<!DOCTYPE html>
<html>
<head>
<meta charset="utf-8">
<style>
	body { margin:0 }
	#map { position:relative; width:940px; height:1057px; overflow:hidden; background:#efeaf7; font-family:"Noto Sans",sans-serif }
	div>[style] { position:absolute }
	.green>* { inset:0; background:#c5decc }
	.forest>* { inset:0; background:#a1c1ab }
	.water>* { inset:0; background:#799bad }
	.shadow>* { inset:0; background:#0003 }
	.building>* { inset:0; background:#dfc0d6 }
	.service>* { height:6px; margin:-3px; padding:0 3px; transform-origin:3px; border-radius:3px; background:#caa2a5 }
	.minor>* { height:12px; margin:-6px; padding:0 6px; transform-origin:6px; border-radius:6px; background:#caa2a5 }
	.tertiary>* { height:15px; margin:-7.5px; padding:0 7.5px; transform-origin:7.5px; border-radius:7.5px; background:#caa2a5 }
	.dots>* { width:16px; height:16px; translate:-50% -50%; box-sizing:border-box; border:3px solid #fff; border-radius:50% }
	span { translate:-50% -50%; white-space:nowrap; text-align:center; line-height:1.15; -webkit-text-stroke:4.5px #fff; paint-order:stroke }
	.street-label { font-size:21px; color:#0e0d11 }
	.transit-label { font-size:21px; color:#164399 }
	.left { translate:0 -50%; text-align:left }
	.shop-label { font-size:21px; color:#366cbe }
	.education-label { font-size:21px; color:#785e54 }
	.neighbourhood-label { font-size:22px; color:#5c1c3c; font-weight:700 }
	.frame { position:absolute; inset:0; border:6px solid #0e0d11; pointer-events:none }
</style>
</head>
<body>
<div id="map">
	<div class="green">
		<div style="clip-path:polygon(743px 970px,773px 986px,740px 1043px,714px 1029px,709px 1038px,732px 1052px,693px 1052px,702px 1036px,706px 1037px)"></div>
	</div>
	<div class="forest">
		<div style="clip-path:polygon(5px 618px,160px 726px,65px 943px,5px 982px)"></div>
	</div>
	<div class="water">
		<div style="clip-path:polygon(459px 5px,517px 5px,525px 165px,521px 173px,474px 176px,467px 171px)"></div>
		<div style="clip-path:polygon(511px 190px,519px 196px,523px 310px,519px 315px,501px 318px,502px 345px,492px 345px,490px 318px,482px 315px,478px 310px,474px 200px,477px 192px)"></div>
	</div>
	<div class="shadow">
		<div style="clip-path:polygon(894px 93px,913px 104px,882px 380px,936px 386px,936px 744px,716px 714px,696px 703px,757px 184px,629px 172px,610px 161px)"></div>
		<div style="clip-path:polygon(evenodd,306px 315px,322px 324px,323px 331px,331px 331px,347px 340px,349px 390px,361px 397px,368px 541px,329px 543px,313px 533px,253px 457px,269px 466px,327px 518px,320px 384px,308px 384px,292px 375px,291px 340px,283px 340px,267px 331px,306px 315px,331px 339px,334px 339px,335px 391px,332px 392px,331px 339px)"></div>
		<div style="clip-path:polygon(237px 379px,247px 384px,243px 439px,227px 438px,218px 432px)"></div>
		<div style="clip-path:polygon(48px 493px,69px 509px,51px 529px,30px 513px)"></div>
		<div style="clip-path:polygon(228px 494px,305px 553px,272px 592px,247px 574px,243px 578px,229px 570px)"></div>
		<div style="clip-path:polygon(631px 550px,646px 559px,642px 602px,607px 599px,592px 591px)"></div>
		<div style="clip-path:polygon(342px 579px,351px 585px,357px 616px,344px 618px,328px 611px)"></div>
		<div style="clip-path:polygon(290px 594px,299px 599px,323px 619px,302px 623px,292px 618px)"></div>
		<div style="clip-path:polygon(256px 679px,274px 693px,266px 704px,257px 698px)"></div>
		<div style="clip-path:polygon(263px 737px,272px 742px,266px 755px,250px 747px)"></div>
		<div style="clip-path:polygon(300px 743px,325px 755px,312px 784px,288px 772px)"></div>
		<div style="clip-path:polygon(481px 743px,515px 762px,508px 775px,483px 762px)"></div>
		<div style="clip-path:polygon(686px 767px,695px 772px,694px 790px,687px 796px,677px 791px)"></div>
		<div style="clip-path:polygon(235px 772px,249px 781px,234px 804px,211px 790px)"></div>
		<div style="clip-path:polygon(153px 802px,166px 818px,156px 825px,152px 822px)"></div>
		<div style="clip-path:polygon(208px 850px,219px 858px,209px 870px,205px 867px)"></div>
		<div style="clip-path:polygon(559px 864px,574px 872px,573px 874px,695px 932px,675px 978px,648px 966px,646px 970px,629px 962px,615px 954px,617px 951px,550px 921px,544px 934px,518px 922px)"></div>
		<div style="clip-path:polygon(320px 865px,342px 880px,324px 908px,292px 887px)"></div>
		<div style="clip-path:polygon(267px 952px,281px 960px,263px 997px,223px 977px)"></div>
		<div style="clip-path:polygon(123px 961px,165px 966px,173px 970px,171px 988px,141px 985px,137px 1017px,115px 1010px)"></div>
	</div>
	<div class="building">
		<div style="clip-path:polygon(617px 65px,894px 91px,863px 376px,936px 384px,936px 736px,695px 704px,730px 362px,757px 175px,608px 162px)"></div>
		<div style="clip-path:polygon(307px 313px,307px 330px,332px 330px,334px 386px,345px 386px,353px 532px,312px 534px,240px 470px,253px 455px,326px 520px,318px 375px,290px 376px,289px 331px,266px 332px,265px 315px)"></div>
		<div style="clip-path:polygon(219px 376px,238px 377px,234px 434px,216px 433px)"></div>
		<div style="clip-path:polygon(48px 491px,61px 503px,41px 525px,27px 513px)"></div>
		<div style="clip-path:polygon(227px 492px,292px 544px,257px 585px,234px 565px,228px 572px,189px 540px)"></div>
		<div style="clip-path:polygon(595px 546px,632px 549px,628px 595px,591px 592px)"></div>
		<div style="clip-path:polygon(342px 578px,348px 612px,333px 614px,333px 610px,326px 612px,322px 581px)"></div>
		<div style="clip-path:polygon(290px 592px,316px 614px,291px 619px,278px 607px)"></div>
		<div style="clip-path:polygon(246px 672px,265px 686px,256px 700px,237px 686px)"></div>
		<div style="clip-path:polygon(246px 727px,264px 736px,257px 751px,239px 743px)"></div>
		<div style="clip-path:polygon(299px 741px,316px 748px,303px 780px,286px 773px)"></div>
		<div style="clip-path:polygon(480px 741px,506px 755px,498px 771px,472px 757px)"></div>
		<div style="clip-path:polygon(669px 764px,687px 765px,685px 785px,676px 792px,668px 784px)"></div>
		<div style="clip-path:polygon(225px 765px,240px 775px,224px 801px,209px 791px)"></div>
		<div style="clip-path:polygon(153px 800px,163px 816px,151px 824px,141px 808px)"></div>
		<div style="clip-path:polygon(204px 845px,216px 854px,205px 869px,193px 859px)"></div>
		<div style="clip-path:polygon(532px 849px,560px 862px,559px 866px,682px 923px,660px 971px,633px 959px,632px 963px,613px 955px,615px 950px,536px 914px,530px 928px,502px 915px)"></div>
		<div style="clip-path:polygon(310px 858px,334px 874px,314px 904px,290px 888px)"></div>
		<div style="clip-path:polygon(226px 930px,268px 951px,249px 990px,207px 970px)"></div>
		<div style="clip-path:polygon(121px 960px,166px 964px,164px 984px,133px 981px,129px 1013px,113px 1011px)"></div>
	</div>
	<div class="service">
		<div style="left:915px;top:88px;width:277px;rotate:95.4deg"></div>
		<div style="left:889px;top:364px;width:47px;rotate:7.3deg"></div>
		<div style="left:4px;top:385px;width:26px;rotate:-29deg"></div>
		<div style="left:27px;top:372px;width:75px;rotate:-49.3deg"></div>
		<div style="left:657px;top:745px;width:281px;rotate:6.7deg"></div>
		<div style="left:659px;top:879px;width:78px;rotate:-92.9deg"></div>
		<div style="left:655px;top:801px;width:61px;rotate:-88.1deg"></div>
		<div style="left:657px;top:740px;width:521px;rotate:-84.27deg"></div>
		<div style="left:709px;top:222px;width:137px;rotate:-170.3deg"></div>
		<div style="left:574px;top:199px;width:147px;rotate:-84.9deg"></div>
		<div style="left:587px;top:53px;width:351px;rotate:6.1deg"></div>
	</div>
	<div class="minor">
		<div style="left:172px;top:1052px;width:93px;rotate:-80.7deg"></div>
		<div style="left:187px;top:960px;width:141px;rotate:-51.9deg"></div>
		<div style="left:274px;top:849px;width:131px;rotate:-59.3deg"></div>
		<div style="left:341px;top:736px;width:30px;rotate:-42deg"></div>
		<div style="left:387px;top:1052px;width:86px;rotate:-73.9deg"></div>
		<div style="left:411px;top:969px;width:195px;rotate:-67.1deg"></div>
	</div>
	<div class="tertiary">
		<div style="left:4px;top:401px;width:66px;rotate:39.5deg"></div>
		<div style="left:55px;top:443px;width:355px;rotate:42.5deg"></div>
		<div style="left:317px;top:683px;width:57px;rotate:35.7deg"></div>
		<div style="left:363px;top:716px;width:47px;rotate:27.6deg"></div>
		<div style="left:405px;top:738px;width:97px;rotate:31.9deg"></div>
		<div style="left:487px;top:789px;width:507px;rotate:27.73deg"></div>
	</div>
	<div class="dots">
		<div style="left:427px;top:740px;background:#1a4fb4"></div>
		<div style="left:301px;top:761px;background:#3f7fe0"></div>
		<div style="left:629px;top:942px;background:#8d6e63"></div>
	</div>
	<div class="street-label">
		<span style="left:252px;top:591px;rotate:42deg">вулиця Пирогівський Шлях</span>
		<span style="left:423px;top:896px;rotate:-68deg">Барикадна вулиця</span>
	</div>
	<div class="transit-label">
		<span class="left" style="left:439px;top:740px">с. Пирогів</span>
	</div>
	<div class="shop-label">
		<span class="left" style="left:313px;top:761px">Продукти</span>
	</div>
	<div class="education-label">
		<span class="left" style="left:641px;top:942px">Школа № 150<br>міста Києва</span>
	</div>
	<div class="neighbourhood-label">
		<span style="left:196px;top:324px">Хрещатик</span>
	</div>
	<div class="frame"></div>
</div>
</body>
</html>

* * *

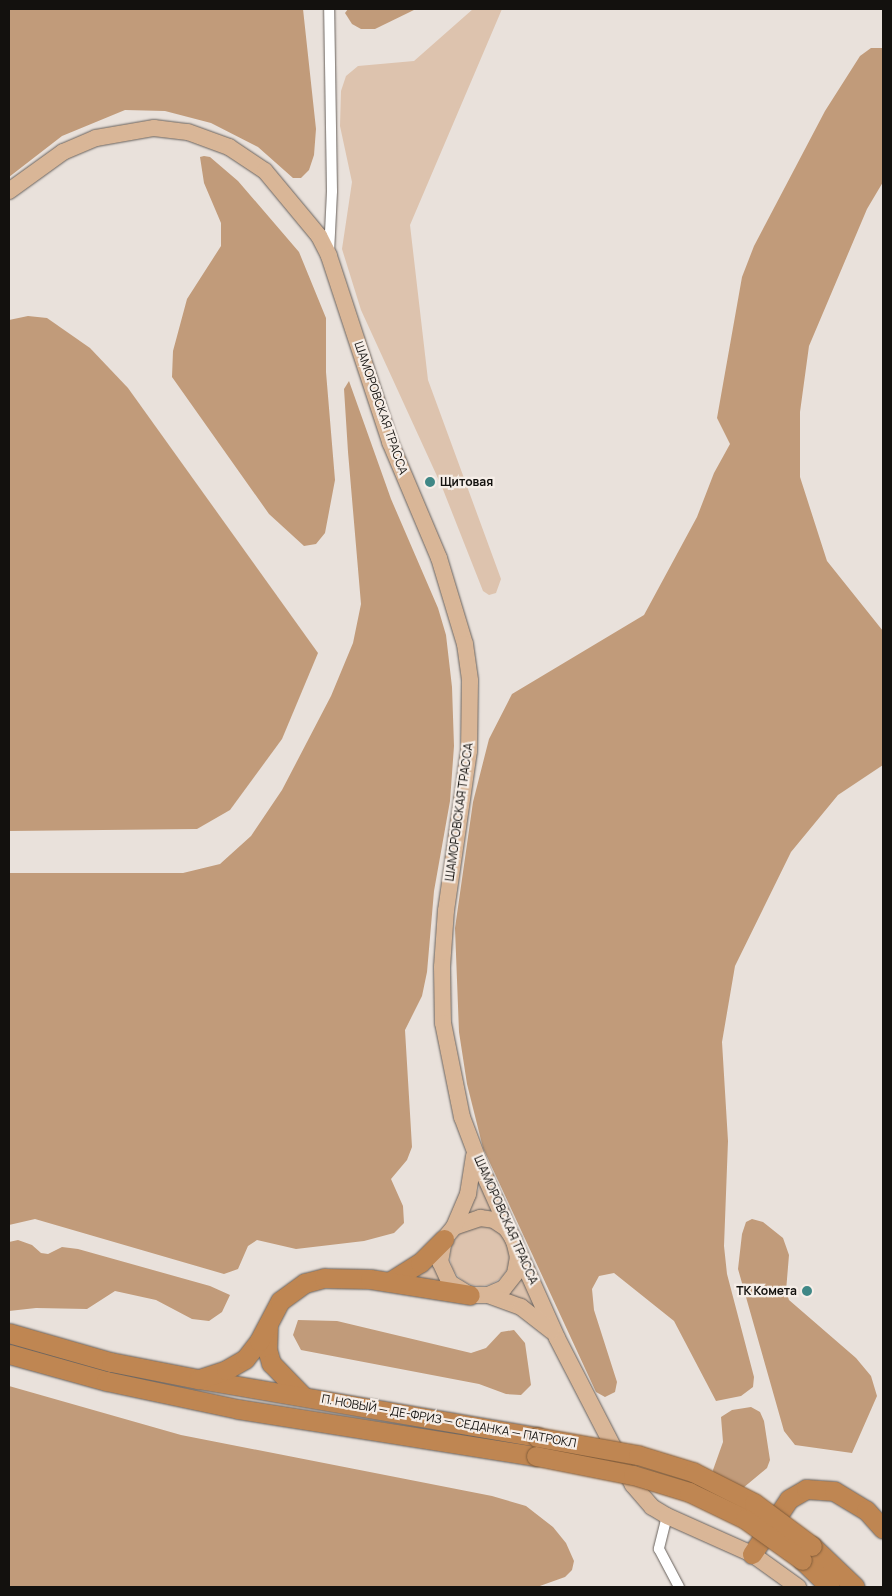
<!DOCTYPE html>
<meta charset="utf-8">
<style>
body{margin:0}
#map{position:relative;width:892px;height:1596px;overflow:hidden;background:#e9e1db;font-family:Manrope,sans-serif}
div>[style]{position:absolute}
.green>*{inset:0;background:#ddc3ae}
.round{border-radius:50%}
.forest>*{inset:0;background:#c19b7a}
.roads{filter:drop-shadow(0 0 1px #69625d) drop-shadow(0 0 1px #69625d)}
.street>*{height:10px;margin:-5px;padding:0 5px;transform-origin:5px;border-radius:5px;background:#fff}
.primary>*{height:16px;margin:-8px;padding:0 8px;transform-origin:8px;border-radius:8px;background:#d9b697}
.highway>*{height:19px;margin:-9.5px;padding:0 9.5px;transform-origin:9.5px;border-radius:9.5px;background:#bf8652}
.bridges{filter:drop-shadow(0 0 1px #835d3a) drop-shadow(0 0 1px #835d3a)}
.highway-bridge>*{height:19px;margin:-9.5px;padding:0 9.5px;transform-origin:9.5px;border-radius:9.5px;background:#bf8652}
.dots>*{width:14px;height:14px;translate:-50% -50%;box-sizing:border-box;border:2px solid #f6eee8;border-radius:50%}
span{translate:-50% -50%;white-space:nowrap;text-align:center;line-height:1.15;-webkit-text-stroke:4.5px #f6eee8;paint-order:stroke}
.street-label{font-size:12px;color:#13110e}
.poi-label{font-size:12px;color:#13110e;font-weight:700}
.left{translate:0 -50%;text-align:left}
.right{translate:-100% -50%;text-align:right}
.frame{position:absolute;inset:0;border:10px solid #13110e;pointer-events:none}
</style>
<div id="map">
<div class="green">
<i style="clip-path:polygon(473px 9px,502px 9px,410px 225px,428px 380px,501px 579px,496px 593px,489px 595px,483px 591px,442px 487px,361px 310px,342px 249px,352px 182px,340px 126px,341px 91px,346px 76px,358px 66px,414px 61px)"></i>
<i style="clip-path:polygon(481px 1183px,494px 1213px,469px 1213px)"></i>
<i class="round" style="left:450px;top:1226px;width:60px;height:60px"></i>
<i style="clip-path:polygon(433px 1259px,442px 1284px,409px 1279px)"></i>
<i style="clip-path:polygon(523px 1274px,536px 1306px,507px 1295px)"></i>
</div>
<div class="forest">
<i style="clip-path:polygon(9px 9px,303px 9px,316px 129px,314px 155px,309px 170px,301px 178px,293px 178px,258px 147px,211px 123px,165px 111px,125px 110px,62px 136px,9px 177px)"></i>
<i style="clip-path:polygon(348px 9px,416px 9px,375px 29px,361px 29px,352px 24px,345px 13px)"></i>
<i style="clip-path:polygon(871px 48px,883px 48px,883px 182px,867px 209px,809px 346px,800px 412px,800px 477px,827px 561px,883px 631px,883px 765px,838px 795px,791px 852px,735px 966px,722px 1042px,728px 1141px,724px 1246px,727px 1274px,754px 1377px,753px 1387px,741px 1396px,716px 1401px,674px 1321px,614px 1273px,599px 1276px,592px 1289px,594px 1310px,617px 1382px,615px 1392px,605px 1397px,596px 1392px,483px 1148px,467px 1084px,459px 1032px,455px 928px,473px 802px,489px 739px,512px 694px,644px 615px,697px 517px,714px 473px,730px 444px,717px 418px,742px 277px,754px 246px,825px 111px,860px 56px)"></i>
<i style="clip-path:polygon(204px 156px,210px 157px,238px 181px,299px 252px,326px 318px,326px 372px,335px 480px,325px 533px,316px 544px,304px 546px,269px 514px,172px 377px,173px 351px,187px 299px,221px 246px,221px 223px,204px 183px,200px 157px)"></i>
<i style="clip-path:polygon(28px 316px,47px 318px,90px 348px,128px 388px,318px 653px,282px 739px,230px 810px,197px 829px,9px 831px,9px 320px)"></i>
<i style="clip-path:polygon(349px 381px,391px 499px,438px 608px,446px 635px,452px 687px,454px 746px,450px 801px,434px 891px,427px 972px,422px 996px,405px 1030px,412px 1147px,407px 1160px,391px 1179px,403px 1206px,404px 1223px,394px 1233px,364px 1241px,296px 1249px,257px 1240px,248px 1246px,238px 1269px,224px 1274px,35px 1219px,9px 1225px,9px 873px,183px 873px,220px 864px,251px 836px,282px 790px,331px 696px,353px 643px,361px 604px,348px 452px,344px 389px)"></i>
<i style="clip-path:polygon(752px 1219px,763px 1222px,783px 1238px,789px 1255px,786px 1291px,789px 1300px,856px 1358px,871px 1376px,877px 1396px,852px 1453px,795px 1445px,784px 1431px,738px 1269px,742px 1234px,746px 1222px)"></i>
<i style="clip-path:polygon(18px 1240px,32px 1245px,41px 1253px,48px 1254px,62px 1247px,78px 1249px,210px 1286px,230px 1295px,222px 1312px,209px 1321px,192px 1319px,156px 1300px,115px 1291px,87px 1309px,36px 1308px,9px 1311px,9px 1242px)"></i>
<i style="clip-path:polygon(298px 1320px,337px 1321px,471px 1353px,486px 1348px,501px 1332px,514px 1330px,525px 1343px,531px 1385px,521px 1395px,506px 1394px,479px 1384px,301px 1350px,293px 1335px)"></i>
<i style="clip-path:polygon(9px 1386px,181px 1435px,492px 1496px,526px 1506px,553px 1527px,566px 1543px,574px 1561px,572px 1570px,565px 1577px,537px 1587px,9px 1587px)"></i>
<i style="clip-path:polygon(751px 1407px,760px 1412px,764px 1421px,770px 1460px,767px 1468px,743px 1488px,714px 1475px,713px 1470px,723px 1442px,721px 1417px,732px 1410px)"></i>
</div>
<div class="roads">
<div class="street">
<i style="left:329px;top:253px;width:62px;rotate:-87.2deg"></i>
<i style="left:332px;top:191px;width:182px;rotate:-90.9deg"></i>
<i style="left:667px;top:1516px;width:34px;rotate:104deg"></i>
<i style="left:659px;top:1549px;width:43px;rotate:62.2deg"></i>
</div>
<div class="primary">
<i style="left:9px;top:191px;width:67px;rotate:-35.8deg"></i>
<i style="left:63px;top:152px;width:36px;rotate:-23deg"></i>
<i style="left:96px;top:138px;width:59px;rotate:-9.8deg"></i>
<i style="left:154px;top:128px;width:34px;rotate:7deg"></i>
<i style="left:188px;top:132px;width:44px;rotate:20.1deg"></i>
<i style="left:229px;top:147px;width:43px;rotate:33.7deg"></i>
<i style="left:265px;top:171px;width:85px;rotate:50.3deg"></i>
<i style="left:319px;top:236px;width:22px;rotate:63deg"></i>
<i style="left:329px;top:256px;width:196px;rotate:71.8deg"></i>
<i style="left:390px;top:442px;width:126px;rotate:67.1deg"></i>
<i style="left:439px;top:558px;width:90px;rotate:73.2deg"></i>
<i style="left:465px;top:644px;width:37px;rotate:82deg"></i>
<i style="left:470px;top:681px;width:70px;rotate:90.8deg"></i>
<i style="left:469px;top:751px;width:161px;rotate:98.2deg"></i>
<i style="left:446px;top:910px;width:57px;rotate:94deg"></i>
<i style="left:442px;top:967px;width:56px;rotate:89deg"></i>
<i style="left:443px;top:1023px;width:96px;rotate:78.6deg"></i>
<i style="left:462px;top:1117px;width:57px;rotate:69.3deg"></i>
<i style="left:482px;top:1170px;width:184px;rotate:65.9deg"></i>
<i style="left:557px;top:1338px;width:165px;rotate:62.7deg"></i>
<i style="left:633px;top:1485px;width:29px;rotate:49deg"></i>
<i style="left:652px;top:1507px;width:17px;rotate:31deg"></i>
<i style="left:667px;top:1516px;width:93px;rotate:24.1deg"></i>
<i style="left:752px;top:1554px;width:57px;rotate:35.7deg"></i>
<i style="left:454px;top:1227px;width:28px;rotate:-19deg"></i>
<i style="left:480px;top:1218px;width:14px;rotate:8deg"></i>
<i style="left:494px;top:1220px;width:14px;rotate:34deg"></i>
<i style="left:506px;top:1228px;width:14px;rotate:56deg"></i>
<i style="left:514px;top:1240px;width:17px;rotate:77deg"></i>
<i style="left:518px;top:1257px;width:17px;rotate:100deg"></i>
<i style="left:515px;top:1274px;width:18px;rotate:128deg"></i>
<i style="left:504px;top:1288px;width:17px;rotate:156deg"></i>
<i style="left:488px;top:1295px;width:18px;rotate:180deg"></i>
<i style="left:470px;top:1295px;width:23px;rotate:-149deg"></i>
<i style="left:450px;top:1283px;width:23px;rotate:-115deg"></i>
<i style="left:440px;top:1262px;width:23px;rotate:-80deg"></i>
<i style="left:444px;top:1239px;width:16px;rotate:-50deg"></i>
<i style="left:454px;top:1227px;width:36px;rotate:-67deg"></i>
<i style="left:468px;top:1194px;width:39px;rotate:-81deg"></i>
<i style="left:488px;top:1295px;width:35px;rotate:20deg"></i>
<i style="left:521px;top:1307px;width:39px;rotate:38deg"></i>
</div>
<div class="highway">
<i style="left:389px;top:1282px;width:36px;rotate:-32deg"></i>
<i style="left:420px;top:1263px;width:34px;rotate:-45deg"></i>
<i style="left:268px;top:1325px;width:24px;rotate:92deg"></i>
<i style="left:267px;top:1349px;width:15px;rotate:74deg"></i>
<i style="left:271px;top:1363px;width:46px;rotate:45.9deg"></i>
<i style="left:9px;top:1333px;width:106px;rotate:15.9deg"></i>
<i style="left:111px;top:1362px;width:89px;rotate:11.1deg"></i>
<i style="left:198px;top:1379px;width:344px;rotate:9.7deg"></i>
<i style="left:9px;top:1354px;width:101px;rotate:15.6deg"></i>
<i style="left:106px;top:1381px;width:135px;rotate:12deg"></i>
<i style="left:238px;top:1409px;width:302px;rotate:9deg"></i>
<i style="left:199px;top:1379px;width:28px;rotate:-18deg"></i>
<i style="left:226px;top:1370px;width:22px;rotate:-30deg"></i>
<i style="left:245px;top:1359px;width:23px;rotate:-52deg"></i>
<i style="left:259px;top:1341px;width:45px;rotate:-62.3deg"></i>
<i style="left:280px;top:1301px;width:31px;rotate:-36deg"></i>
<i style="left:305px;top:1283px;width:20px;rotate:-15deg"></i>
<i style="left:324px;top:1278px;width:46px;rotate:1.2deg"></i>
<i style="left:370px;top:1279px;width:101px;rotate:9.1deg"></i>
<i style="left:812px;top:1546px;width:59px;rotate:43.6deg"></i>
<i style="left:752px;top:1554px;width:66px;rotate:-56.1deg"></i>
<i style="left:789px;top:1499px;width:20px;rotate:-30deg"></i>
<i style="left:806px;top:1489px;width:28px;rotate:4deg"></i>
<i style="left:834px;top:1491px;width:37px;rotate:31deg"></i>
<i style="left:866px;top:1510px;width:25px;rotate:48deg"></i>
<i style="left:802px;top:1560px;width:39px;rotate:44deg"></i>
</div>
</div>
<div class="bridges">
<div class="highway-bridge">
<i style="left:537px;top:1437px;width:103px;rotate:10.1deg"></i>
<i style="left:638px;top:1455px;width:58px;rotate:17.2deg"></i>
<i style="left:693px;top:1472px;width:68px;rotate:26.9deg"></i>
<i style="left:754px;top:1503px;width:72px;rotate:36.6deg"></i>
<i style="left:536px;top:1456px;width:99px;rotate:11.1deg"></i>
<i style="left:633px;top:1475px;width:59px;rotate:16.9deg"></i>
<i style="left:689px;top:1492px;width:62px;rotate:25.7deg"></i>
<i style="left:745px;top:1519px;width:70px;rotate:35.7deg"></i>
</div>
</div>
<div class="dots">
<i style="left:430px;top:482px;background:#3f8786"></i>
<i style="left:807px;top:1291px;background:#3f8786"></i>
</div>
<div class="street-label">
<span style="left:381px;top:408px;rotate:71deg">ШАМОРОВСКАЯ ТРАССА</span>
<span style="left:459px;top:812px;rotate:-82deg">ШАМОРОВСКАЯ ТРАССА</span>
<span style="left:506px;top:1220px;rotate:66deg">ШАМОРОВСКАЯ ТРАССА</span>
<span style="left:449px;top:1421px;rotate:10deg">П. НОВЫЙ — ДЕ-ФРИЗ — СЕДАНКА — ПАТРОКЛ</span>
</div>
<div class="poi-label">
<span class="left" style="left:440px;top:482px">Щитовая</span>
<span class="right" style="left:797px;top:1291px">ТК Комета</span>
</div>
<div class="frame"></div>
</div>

**Assignment**: Working from the entries above, find every line in which the word "roads" occurs and copy it.

**Exercise answer**:
.roads{filter:drop-shadow(0 0 1px #69625d) drop-shadow(0 0 1px #69625d)}
<div class="roads">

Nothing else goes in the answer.